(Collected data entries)
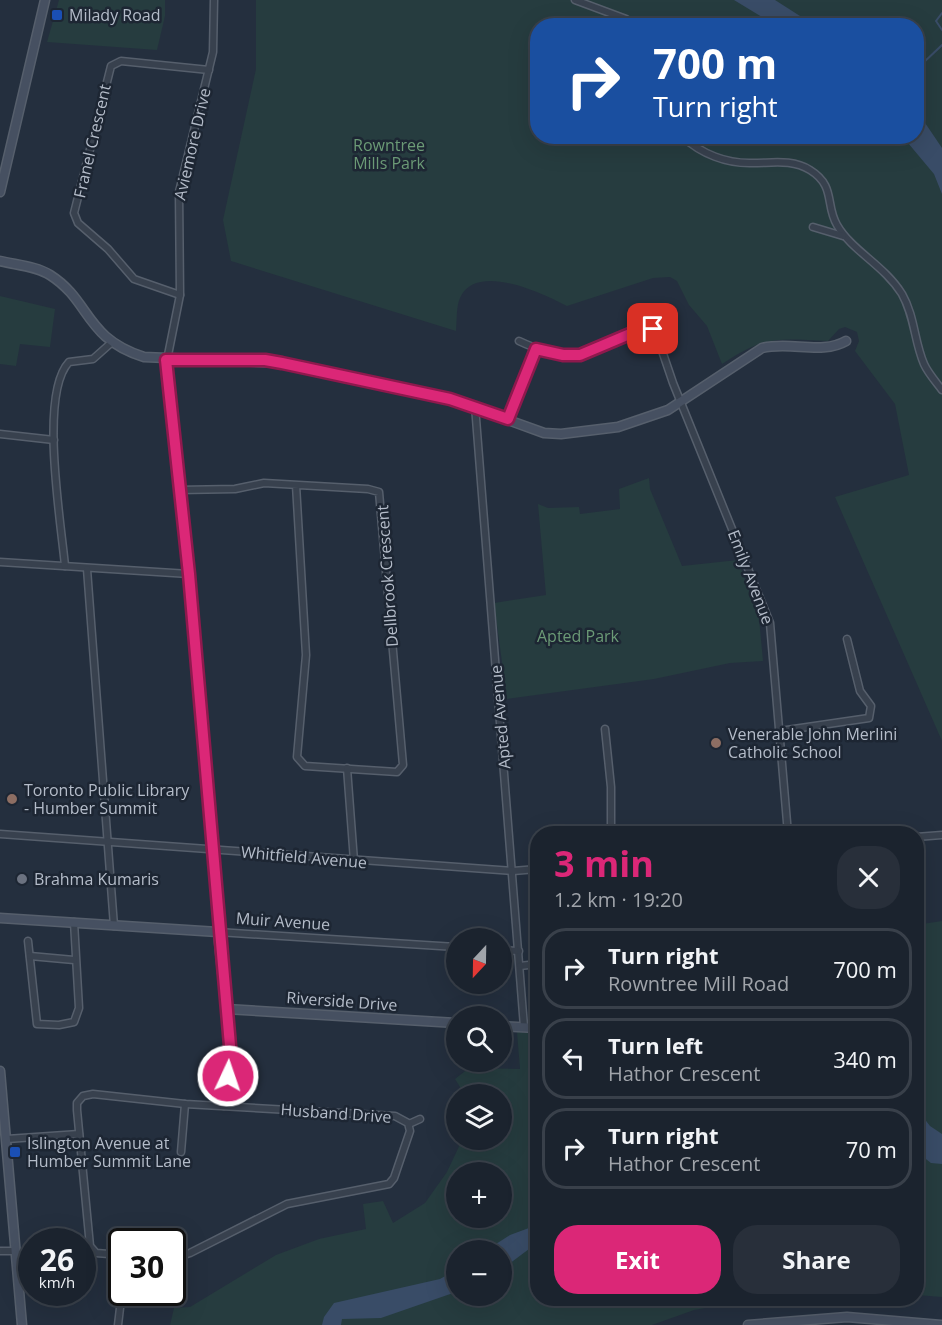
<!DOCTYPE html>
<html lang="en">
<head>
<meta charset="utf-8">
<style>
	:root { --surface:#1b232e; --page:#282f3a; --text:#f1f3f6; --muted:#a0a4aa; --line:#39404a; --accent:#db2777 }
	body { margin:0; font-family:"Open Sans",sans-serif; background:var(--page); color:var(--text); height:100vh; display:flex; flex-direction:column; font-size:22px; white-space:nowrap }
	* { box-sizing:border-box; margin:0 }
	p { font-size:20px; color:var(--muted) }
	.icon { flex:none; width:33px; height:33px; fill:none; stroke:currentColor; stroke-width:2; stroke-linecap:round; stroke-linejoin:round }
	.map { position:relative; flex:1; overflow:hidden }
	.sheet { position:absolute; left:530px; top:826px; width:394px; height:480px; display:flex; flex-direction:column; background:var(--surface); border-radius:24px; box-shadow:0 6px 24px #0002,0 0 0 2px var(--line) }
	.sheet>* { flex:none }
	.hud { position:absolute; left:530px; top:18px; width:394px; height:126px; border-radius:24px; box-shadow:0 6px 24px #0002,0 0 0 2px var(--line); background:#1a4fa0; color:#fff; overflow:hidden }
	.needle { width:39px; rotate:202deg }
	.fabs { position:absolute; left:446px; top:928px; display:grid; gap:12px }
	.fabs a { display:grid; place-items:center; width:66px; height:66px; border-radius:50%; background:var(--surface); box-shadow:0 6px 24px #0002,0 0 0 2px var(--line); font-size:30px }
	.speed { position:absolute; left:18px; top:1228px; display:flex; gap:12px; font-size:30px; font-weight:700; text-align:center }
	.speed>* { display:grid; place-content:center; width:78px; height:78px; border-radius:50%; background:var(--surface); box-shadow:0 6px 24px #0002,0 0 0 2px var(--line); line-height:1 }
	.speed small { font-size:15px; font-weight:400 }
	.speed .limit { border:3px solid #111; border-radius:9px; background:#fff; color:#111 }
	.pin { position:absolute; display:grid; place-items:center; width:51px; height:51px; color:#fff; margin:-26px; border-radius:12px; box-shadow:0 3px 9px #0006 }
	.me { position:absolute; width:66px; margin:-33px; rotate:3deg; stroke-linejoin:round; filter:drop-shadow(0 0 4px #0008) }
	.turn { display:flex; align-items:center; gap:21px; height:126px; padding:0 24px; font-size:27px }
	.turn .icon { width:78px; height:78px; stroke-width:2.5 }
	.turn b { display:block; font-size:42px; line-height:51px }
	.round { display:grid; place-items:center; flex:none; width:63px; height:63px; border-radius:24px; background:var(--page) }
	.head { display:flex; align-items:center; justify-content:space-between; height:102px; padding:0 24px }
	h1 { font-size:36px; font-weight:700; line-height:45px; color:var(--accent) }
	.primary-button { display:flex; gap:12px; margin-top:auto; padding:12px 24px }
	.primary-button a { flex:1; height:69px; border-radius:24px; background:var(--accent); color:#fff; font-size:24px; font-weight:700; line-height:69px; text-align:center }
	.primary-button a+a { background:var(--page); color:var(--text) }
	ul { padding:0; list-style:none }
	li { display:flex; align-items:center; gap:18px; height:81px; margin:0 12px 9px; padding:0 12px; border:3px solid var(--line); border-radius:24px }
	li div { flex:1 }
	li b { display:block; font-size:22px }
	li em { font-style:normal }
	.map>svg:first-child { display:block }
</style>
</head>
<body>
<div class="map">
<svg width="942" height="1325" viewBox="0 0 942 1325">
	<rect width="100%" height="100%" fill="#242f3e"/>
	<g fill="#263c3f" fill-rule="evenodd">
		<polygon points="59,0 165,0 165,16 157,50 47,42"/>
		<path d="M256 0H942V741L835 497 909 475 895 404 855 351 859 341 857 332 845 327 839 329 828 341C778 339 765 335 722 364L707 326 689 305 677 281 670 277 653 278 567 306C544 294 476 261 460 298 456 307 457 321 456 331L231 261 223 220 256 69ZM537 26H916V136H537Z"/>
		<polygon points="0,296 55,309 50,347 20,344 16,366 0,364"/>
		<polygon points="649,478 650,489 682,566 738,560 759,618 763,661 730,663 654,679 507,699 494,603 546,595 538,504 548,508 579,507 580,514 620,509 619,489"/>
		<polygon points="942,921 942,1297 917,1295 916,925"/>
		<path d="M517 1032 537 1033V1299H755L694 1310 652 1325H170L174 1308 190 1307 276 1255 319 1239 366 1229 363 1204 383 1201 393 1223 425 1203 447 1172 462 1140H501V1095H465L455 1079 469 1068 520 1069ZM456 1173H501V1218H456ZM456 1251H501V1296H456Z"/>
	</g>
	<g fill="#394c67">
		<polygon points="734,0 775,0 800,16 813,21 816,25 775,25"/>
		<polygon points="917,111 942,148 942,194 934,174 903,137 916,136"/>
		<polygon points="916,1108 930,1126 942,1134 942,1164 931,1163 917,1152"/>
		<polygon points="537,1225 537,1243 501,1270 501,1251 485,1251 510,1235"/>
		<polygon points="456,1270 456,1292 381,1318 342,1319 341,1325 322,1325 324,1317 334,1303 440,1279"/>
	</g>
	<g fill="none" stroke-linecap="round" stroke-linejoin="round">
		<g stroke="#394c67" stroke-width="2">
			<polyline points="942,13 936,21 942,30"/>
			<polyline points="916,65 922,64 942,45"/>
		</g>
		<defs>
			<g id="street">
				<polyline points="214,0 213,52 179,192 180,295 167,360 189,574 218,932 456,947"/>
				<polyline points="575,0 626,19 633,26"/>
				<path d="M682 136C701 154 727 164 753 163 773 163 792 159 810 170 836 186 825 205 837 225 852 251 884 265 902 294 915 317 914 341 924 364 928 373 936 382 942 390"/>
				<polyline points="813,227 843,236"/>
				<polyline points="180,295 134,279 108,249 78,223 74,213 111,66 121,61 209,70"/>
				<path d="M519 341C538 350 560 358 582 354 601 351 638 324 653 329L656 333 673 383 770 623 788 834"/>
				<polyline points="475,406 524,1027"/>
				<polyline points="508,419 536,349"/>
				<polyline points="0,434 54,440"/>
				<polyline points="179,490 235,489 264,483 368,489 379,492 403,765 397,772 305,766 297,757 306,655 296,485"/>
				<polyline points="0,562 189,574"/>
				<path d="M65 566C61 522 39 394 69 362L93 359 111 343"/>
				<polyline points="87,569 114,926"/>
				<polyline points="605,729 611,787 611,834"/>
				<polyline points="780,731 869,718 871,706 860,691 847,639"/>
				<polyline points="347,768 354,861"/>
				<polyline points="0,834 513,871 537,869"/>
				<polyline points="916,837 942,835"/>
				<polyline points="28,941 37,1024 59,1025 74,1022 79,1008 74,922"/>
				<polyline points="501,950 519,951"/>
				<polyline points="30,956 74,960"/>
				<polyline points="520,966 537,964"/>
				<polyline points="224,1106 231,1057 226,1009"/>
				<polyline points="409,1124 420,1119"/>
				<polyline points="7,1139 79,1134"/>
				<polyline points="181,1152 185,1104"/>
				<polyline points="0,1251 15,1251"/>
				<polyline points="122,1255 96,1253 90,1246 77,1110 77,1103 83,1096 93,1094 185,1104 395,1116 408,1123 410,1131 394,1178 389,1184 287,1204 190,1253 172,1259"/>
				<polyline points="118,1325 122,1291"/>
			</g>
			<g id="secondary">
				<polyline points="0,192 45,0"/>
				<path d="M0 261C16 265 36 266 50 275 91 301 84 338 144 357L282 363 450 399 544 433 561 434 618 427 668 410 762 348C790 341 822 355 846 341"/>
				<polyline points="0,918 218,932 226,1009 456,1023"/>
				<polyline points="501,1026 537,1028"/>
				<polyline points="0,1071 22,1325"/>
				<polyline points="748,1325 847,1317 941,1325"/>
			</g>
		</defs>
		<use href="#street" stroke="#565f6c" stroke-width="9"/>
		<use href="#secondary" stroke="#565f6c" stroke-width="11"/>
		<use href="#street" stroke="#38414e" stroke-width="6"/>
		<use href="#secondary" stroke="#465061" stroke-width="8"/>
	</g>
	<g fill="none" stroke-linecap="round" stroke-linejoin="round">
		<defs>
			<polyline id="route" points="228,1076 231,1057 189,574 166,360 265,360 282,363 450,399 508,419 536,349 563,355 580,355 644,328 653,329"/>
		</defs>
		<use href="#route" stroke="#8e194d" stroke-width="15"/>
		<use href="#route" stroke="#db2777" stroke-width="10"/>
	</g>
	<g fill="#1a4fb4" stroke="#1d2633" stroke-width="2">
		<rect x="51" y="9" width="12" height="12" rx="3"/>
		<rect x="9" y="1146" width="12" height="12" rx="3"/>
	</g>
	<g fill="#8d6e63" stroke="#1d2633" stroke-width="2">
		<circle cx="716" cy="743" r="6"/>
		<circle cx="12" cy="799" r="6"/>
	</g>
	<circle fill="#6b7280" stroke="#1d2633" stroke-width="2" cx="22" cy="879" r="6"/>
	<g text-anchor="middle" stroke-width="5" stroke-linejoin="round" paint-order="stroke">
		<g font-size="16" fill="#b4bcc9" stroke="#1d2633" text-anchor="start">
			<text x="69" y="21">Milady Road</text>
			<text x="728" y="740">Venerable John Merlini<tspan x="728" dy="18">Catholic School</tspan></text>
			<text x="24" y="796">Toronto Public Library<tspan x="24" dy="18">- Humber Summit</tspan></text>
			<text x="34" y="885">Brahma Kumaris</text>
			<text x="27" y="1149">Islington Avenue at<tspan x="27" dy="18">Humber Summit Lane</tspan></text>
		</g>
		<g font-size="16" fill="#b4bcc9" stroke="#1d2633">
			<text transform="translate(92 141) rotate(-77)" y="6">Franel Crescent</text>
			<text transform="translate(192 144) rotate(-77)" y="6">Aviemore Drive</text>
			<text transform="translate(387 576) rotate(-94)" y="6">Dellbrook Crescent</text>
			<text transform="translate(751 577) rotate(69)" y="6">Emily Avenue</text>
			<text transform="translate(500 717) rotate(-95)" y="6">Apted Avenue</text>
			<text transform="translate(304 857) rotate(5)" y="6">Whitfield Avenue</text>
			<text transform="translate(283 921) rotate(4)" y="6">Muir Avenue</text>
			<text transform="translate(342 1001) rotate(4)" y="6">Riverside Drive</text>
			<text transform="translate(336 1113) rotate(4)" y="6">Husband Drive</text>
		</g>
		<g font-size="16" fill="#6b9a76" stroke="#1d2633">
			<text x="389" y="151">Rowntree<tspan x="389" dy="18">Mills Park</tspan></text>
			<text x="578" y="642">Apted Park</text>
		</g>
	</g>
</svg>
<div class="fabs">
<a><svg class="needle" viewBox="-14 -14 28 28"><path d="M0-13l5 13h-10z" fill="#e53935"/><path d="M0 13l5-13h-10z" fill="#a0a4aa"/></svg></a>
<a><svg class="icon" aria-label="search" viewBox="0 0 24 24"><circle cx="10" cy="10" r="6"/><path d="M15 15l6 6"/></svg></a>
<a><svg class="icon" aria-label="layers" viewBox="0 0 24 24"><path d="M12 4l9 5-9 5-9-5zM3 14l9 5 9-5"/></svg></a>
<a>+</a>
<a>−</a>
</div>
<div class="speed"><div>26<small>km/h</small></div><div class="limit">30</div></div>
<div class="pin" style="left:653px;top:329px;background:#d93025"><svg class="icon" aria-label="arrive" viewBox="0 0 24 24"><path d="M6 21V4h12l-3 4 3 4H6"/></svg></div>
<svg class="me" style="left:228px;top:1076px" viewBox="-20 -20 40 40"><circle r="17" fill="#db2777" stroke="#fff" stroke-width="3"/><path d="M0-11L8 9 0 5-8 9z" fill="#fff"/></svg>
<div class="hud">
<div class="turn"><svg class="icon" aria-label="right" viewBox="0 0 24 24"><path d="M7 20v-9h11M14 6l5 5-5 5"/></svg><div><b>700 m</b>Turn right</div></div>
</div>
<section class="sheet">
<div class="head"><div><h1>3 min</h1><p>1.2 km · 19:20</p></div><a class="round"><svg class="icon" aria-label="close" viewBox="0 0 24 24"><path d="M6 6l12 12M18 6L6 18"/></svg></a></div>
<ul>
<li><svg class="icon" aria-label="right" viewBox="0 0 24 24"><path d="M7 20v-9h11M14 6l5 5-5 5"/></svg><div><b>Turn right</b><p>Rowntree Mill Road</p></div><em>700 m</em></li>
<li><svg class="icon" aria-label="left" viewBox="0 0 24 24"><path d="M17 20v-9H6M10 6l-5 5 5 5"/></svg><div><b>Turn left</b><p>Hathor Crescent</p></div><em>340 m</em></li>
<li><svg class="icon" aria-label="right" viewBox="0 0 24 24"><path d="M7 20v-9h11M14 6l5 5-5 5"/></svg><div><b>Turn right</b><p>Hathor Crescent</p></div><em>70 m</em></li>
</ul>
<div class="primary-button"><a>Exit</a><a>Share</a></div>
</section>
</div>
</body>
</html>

● **Work to complete**
Print exactly the lines from the first line of the records above through the line containing "display:grid; place-items:center; width:66px;", both included, and leave the pictures out.

● **Your response**
<!DOCTYPE html>
<html lang="en">
<head>
<meta charset="utf-8">
<style>
	:root { --surface:#1b232e; --page:#282f3a; --text:#f1f3f6; --muted:#a0a4aa; --line:#39404a; --accent:#db2777 }
	body { margin:0; font-family:"Open Sans",sans-serif; background:var(--page); color:var(--text); height:100vh; display:flex; flex-direction:column; font-size:22px; white-space:nowrap }
	* { box-sizing:border-box; margin:0 }
	p { font-size:20px; color:var(--muted) }
	.icon { flex:none; width:33px; height:33px; fill:none; stroke:currentColor; stroke-width:2; stroke-linecap:round; stroke-linejoin:round }
	.map { position:relative; flex:1; overflow:hidden }
	.sheet { position:absolute; left:530px; top:826px; width:394px; height:480px; display:flex; flex-direction:column; background:var(--surface); border-radius:24px; box-shadow:0 6px 24px #0002,0 0 0 2px var(--line) }
	.sheet>* { flex:none }
	.hud { position:absolute; left:530px; top:18px; width:394px; height:126px; border-radius:24px; box-shadow:0 6px 24px #0002,0 0 0 2px var(--line); background:#1a4fa0; color:#fff; overflow:hidden }
	.needle { width:39px; rotate:202deg }
	.fabs { position:absolute; left:446px; top:928px; display:grid; gap:12px }
	.fabs a { display:grid; place-items:center; width:66px; height:66px; border-radius:50%; background:var(--surface); box-shadow:0 6px 24px #0002,0 0 0 2px var(--line); font-size:30px }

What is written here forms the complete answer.